In 2017, Vietnam real estate market welcomes a record number of foreign capital investors, mainly private equity funds, looking to deploy their capital quickly and efficiently. Notable transaction involved the establishment of joint venture and strategic cooperation between Warburg Pincus and Becamex IDC Corporation to develop international standard logistics warehouses and to share capital market experience and assist Becamex to grow its business and customer base globally.
Investor Appetite in Vietnam
Traditionally, residential is still one of the most attractive sectors. Investors are now turning their target to commercial market especially Grade A office in a prime location with expected potential growth of capital value and yield compression (7%-8%). We notice that office rental rate in Vietnam are higher compare to other neighboring countries which reflecting an overall shortage of supply. In addition, investors continue to show good appetite for hotel assets.
Challenge in real estate investment in Vietnam
For residential and commercial projects, foreign investors often search for “clean” land (i.e. compensation completion, site clearance, land use fees have been paid, land use right is in place, and good planning). However, those assets are rare as the Vietnamese realty market is still immature.
In addition, The Vietnamese real estate market is tightly held and open market offerings in this high-growth, high-potential sector are rare. The accessibility to the good assets is quite limited; most foreign investors are working with investment consultancy to enter this market.
Market Outlook- Bigger Appetites
There is currently strong interest in Vietnam real estate from foreigner investors, and we expect this theme to continue for the foreseeable future. There will continue to be a strong preference for income producing assets, however given the shortage of this type, there will be a continued focus on development activity. We are seeing more partnerships and Joint Ventures forming between local companies and foreign investors, we expect this trend to continue.
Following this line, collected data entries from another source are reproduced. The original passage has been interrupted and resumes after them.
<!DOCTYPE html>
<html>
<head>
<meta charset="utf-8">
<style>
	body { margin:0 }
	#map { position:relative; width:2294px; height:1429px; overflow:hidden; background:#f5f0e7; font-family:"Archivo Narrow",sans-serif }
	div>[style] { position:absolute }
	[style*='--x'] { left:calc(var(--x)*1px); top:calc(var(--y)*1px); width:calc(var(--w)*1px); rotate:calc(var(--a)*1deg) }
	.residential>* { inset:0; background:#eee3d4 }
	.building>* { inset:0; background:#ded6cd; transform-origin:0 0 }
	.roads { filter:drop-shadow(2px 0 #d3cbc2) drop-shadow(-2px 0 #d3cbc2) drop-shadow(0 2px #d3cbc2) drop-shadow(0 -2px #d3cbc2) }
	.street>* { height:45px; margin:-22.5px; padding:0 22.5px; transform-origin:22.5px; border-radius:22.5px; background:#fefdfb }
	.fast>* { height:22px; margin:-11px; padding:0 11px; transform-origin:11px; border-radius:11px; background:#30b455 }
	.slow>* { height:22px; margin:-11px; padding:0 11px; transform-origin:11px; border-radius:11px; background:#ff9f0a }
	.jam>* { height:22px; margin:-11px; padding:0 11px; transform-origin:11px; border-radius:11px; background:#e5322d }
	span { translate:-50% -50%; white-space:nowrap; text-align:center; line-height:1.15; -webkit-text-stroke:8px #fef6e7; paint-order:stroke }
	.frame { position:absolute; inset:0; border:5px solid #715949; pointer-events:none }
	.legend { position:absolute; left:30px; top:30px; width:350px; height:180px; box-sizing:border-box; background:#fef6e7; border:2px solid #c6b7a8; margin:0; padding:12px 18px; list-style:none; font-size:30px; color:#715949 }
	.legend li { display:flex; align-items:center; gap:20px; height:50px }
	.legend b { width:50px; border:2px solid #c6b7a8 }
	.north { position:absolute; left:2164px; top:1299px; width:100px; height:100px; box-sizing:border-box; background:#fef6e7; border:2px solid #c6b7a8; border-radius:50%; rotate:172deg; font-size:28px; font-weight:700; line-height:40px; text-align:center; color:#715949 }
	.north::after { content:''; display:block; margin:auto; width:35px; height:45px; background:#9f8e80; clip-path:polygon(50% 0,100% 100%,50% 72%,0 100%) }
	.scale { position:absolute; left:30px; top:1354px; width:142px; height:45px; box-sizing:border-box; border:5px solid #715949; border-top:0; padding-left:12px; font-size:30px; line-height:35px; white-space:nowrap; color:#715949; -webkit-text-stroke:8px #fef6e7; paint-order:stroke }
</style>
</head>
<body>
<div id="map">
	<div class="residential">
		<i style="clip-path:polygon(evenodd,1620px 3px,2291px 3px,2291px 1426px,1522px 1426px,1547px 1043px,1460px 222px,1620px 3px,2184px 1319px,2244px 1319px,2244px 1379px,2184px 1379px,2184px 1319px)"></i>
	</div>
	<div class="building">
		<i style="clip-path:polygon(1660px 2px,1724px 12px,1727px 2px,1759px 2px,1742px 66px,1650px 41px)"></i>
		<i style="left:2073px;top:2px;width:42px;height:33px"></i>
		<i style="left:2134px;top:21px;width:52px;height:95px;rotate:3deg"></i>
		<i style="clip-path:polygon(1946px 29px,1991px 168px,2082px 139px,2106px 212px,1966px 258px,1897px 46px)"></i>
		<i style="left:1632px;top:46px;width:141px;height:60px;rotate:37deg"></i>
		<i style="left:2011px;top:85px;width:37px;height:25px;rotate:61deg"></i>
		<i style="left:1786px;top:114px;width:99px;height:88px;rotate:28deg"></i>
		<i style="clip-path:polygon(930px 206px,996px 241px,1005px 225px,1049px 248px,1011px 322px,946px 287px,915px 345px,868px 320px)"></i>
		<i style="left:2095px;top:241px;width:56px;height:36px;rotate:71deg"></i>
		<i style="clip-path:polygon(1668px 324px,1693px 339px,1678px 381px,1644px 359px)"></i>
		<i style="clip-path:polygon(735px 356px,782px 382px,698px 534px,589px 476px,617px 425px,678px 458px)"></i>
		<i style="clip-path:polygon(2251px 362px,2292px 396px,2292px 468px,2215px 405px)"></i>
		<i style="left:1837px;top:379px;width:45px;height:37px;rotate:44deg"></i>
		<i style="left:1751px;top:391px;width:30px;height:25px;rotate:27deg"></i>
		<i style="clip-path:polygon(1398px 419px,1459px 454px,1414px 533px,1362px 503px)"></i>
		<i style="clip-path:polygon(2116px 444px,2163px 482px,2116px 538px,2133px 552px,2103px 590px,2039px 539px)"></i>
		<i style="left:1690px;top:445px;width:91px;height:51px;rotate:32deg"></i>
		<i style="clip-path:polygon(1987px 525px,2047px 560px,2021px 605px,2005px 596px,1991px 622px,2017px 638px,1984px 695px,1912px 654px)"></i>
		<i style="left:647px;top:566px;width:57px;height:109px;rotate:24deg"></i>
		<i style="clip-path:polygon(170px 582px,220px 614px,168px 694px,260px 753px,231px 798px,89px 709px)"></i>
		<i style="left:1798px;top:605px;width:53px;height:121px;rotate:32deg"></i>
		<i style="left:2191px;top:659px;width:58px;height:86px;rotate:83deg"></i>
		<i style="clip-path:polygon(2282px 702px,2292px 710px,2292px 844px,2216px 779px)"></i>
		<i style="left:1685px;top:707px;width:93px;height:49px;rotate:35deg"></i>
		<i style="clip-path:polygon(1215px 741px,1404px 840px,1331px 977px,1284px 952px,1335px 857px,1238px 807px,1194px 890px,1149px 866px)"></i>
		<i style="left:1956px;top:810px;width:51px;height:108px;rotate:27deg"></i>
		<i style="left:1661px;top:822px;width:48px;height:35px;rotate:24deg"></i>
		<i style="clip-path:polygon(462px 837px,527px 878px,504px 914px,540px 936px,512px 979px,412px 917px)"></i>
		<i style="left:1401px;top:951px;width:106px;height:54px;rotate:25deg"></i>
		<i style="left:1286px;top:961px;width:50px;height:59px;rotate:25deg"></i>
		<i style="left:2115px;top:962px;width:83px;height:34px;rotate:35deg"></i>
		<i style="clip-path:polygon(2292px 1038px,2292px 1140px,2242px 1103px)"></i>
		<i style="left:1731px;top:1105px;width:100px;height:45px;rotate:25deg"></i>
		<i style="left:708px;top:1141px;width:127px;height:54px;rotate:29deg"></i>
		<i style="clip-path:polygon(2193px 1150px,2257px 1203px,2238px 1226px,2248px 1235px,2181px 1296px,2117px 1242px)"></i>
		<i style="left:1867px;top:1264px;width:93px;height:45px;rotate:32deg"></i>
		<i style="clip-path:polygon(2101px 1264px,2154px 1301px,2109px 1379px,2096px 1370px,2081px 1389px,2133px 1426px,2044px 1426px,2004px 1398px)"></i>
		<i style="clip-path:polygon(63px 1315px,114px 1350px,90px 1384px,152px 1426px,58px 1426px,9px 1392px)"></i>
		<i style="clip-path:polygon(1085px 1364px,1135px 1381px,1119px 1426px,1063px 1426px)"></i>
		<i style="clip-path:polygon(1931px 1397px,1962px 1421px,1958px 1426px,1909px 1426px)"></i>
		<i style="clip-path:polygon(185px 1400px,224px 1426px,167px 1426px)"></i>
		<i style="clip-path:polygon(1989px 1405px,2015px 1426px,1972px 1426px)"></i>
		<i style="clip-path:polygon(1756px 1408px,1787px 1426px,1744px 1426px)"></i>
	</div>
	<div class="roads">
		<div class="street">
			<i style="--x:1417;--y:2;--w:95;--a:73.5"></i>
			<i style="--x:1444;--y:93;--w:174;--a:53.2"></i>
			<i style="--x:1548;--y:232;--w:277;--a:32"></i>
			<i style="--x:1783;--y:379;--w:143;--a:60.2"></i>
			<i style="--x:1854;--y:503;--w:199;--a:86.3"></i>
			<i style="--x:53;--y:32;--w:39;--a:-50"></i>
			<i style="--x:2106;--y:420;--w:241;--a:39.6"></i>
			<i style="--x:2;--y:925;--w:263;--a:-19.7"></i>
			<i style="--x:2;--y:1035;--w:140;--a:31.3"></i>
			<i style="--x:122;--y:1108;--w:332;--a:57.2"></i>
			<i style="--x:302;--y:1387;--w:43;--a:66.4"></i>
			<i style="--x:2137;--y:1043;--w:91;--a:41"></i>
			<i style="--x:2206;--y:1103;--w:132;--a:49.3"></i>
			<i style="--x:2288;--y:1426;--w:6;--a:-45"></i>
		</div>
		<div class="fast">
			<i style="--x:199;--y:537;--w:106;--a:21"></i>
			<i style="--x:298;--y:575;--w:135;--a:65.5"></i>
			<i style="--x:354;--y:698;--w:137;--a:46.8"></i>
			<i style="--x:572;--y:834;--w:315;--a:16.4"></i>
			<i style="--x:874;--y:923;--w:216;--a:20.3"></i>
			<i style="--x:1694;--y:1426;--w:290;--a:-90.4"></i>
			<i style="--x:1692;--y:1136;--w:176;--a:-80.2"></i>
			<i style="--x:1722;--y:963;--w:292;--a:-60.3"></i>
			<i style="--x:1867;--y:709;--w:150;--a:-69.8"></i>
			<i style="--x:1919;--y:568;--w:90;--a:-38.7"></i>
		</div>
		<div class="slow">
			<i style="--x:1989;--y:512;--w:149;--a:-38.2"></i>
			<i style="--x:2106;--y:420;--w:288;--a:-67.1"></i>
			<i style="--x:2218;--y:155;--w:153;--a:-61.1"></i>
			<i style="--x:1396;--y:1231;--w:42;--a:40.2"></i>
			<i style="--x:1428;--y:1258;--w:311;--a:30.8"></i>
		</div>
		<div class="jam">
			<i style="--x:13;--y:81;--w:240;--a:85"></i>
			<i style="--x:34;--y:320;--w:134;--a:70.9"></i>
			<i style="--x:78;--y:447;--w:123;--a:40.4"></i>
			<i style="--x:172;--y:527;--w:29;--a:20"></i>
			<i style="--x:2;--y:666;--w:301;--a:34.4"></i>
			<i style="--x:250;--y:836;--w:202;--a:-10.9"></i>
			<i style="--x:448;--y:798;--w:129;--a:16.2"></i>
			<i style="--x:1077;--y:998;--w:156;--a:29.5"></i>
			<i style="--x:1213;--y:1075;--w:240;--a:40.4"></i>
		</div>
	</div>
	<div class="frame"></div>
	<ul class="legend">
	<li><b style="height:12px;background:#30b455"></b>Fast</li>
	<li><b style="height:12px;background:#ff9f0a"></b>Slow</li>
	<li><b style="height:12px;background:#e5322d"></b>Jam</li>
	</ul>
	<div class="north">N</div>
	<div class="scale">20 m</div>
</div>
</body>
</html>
When looking at the market as a whole we expect continued growth through most asset types. Hospitality has been interesting over the past year with new funds with foreign capital now specifically targeting this sector. We expect that this trend will continue in hospitality, and in other growing sectors such as Industrial and alternatives like education. The affordable housing market is another key growing sector, now drawing specialist capital sources who identify value in these underlying fundamentals including growing middle class.
There are more foreign investors entering Vietnam, and opening new offices here. Typically, these investors were on a fly-in fly-out basis on their first investment, while now for subsequent investments they have set up local teams comprising a combination of local and expat operators. Due to the strong focus on Vietnam from regional investors, we expect M&A activities to reach record levels in 2018.